_Assignment_
State the number of lines in the records underneath where the word "dots" turns up, and say nothing else.

_Data for this exercise_
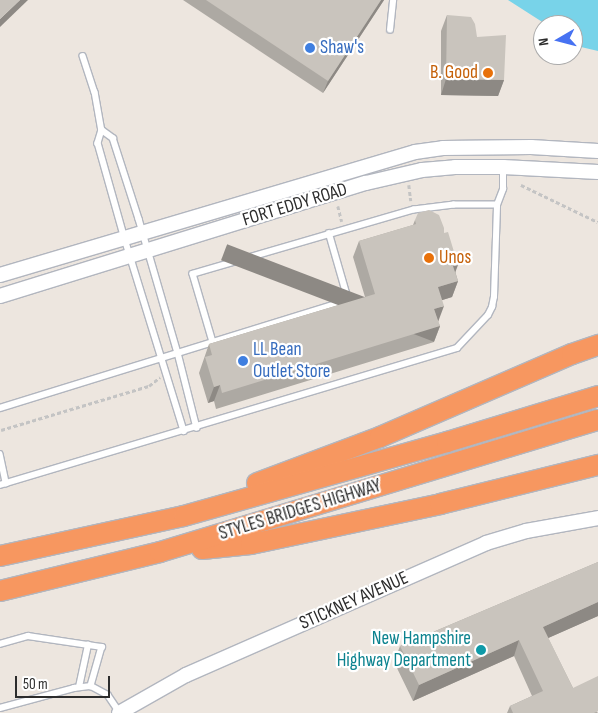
<!DOCTYPE html>
<html>
<head>
<meta charset="utf-8">
<style>
	body { margin:0 }
	#map { position:relative; width:598px; height:713px; overflow:hidden; background:#ede6df; font-family:"Sofia Sans Condensed",sans-serif }
	div>[style] { position:absolute }
	.water>* { inset:0; background:#78d3e9 }
	.path>* { height:2.5px; margin-top:-1.25px; transform-origin:0; background:repeating-linear-gradient(90deg,#c4c4c4 0 4px,transparent 0 6.5px) }
	.roads { filter:drop-shadow(1px 0 #b2b6bf) drop-shadow(-1px 0 #b2b6bf) drop-shadow(0 1px #b2b6bf) drop-shadow(0 -1px #b2b6bf) }
	.service>* { height:5.5px; margin:-2.75px; padding:0 2.75px; transform-origin:2.75px; border-radius:2.75px; background:#fff }
	.tertiary>* { height:14px; margin:-7px; padding:0 7px; transform-origin:7px; border-radius:7px; background:#fff }
	.motorway>* { height:20px; margin:-10px; padding:0 10px; transform-origin:10px; border-radius:10px; background:#f79760 }
	.wall>* { inset:0; background:#ada9a3 }
	.shaded-wall>* { inset:0; background:#8d8984; transform-origin:0 0 }
	.building>* { inset:0; background:#c9c4bd }
	.dots>* { width:14px; height:14px; translate:-50% -50%; box-sizing:border-box; border:2px solid #fff; border-radius:50% }
	span { translate:-50% -50%; white-space:nowrap; text-align:center; line-height:1.15; -webkit-text-stroke:4.5px #fff; paint-order:stroke }
	.shop-label { font-size:19px; color:#366cbe }
	.left { translate:0 -50%; text-align:left }
	.food-label { font-size:19px; color:#c56008 }
	.right { translate:-100% -50%; text-align:right }
	.street-label { font-size:19px; color:#2c2c2c }
	.culture-label { font-size:19px; color:#0d838f }
	.north { position:absolute; left:533px; top:15px; width:50px; height:50px; box-sizing:border-box; background:#fff; border:1px solid #ababab; border-radius:50%; rotate:262deg; font-size:14px; font-weight:700; line-height:20px; text-align:center; color:#2c2c2c }
	.north::after { content:''; display:block; margin:auto; width:18px; height:22px; background:#4772f2; clip-path:polygon(50% 0,100% 100%,50% 72%,0 100%) }
	.scale { position:absolute; left:15px; top:676px; width:95px; height:22px; box-sizing:border-box; border:2px solid #2c2c2c; border-top:0; padding-left:6px; font-size:15px; line-height:18px; white-space:nowrap; color:#2c2c2c; -webkit-text-stroke:4px #fff; paint-order:stroke }
</style>
</head>
<body>
<div id="map">
	<div class="water">
		<i style="clip-path:polygon(508px 0,598px 0,598px 51px,581px 47px,573px 42px,573px 25px,547px 25px)"></i>
	</div>
	<div class="path">
		<i style="left:409px;top:185px;width:16px;rotate:83deg"></i>
		<i style="left:521px;top:185px;width:85px;rotate:25.7deg"></i>
		<i style="left:338px;top:206px;width:16px;rotate:76deg"></i>
		<i style="left:1px;top:430px;width:154px;rotate:-16.6deg"></i>
		<i style="left:149px;top:386px;width:14px;rotate:-39deg"></i>
	</div>
	<div class="roads">
		<div class="service">
			<i style="left:390px;top:30px;width:30px;rotate:-84deg"></i>
			<i style="left:83px;top:56px;width:38px;rotate:72deg"></i>
			<i style="left:95px;top:92px;width:39px;rotate:80deg"></i>
			<i style="left:102px;top:130px;width:14px;rotate:107deg"></i>
			<i style="left:98px;top:143px;width:100px;rotate:74.3deg"></i>
			<i style="left:125px;top:239px;width:201px;rotate:72.9deg"></i>
			<i style="left:102px;top:130px;width:14px;rotate:36deg"></i>
			<i style="left:113px;top:138px;width:85px;rotate:72.2deg"></i>
			<i style="left:139px;top:219px;width:140px;rotate:73.8deg"></i>
			<i style="left:178px;top:353px;width:77px;rotate:75.8deg"></i>
			<i style="left:497px;top:205px;width:17px;rotate:-69deg"></i>
			<i style="left:503px;top:189px;width:21px;rotate:-90deg"></i>
			<i style="left:0;top:408px;width:364px;rotate:-17.2deg"></i>
			<i style="left:348px;top:300px;width:69px;rotate:-106.1deg"></i>
			<i style="left:0;top:454px;width:30px;rotate:78deg"></i>
			<i style="left:0;top:485px;width:477px;rotate:-16.7deg"></i>
			<i style="left:457px;top:348px;width:45px;rotate:-46.8deg"></i>
			<i style="left:488px;top:315px;width:9px;rotate:-63deg"></i>
			<i style="left:492px;top:307px;width:10px;rotate:-79deg"></i>
			<i style="left:494px;top:297px;width:92px;rotate:-88.1deg"></i>
			<i style="left:497px;top:205px;width:43px;rotate:180deg"></i>
			<i style="left:454px;top:205px;width:40px;rotate:172.9deg"></i>
			<i style="left:414px;top:210px;width:230px;rotate:163.8deg"></i>
			<i style="left:193px;top:274px;width:71px;rotate:73.6deg"></i>
			<i style="left:0;top:644px;width:29px;rotate:-16deg"></i>
			<i style="left:28px;top:636px;width:75px;rotate:8.5deg"></i>
			<i style="left:102px;top:647px;width:41px;rotate:105.8deg"></i>
			<i style="left:79px;top:687px;width:43px;rotate:-77.9deg"></i>
			<i style="left:0;top:708px;width:77px;rotate:-15.1deg"></i>
			<i style="left:74px;top:688px;width:17px;rotate:-7deg"></i>
			<i style="left:91px;top:686px;width:19px;rotate:28deg"></i>
			<i style="left:108px;top:695px;width:22px;rotate:56deg"></i>
		</div>
		<div class="tertiary">
			<i style="left:0;top:275px;width:433px;rotate:-16.5deg"></i>
			<i style="left:415px;top:152px;width:28px;rotate:-8deg"></i>
			<i style="left:443px;top:148px;width:88px;rotate:-0.7deg"></i>
			<i style="left:531px;top:147px;width:67px;rotate:3.4deg"></i>
			<i style="left:0;top:296px;width:383px;rotate:-17.2deg"></i>
			<i style="left:366px;top:183px;width:57px;rotate:-13.1deg"></i>
			<i style="left:422px;top:170px;width:33px;rotate:-5deg"></i>
			<i style="left:455px;top:167px;width:48px"></i>
			<i style="left:503px;top:167px;width:95px;rotate:3deg"></i>
			<i style="left:119px;top:713px;width:77px;rotate:-29.6deg"></i>
			<i style="left:186px;top:675px;width:328px;rotate:-23.7deg"></i>
			<i style="left:486px;top:543px;width:42px;rotate:-16.7deg"></i>
			<i style="left:526px;top:531px;width:73px;rotate:-10.2deg"></i>
		</div>
		<div class="motorway">
			<i style="left:257px;top:483px;width:131px;rotate:-20.5deg"></i>
			<i style="left:380px;top:437px;width:209px;rotate:-23.4deg"></i>
			<i style="left:572px;top:354px;width:28px;rotate:-19deg"></i>
			<i style="left:202px;top:549px;width:49px;rotate:-5.8deg"></i>
			<i style="left:251px;top:544px;width:193px;rotate:-11.9deg"></i>
			<i style="left:440px;top:504px;width:163px;rotate:-13.9deg"></i>
			<i style="left:0;top:556px;width:188px;rotate:-12.3deg"></i>
			<i style="left:184px;top:516px;width:273px;rotate:-15.7deg"></i>
			<i style="left:447px;top:442px;width:158px;rotate:-16.9deg"></i>
			<i style="left:0;top:591px;width:165px;rotate:-13.7deg"></i>
			<i style="left:160px;top:552px;width:457px;rotate:-16.8deg"></i>
		</div>
	</div>
	<div class="wall">
		<i style="clip-path:polygon(183px 0,384px 0,323px 93px)"></i>
		<i style="clip-path:polygon(447px 15px,477px 37px,504px 80px,498px 96px,441px 95px,441px 31px)"></i>
		<i style="clip-path:polygon(415px 220px,444px 233px,458px 281px,452px 297px,442px 300px,438px 322px,440px 326px,434px 342px,216px 409px,214px 401px,208px 403px,199px 373px,209px 344px,365px 297px,353px 257px,359px 241px,413px 225px)"></i>
		<i style="clip-path:polygon(598px 562px,598px 616px,548px 638px,573px 688px,598px 713px,507px 713px,510px 706px,532px 696px,514px 656px,413px 701px,394px 662px,400px 646px)"></i>
	</div>
	<div class="shaded-wall">
		<i style="clip-path:polygon(20px 0,28px 0,0 27px,0 19px)"></i>
		<i style="clip-path:polygon(381px 0,384px 0,323px 93px,328px 81px)"></i>
		<i style="clip-path:polygon(446px 79px,504px 80px,498px 96px,441px 95px)"></i>
		<i style="clip-path:polygon(458px 265px,452px 281px,453px 266px)"></i>
		<i style="clip-path:polygon(458px 281px,452px 297px,433px 303px,438px 287px)"></i>
		<i style="clip-path:polygon(444px 306px,438px 322px,434px 309px)"></i>
		<i style="left:440px;top:326px;width:17px;height:228px;rotate:111deg"></i>
		<i style="clip-path:polygon(220px 385px,214px 401px,208px 403px,214px 387px)"></i>
		<i style="clip-path:polygon(598px 602px,598px 616px,537px 643px,543px 627px)"></i>
		<i style="clip-path:polygon(519px 640px,514px 656px,413px 701px,419px 685px)"></i>
	</div>
	<div class="building">
		<i style="clip-path:polygon(0 0,20px 0,0 19px)"></i>
		<i style="clip-path:polygon(206px 0,381px 0,328px 81px)"></i>
		<i style="clip-path:polygon(447px 15px,471px 17px,475px 24px,477px 37px,506px 35px,504px 80px,446px 79px)"></i>
		<i style="clip-path:polygon(429px 210px,439px 215px,444px 228px,444px 233px,448px 232px,458px 265px,453px 266px,458px 281px,438px 287px,444px 306px,434px 309px,440px 326px,222px 393px,220px 385px,214px 387px,205px 357px,212px 355px,209px 344px,375px 294px,359px 241px,416px 224px,415px 220px,418px 213px)"></i>
		<i style="clip-path:polygon(598px 562px,598px 602px,543px 627px,573px 688px,598px 676px,598px 711px,594px 713px,513px 713px,510px 706px,543px 691px,519px 640px,419px 685px,400px 646px)"></i>
	</div>
	<div class="dots">
		<i style="left:310px;top:48px;background:#3f7fe0"></i>
		<i style="left:488px;top:73px;background:#e8710a"></i>
		<i style="left:429px;top:258px;background:#e8710a"></i>
		<i style="left:243px;top:361px;background:#3f7fe0"></i>
		<i style="left:481px;top:650px;background:#0f9aa8"></i>
	</div>
	<div class="shop-label">
		<span class="left" style="left:320px;top:48px">Shaw's</span>
		<span class="left" style="left:253px;top:361px">LL Bean<br>Outlet Store</span>
	</div>
	<div class="food-label">
		<span class="right" style="left:478px;top:73px">B. Good</span>
		<span class="left" style="left:439px;top:258px">Unos</span>
	</div>
	<div class="street-label">
		<span style="left:295px;top:205px;rotate:-17deg">FORT EDDY ROAD</span>
		<span style="left:300px;top:510px;rotate:-17deg">STYLES BRIDGES HIGHWAY</span>
		<span style="left:354px;top:601px;rotate:-24deg">STICKNEY AVENUE</span>
	</div>
	<div class="culture-label">
		<span class="right" style="left:471px;top:650px">New Hampshire<br>Highway Department</span>
	</div>
	<div class="north">N</div>
	<div class="scale">50 m</div>
</div>
</body>
</html>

_Result_
2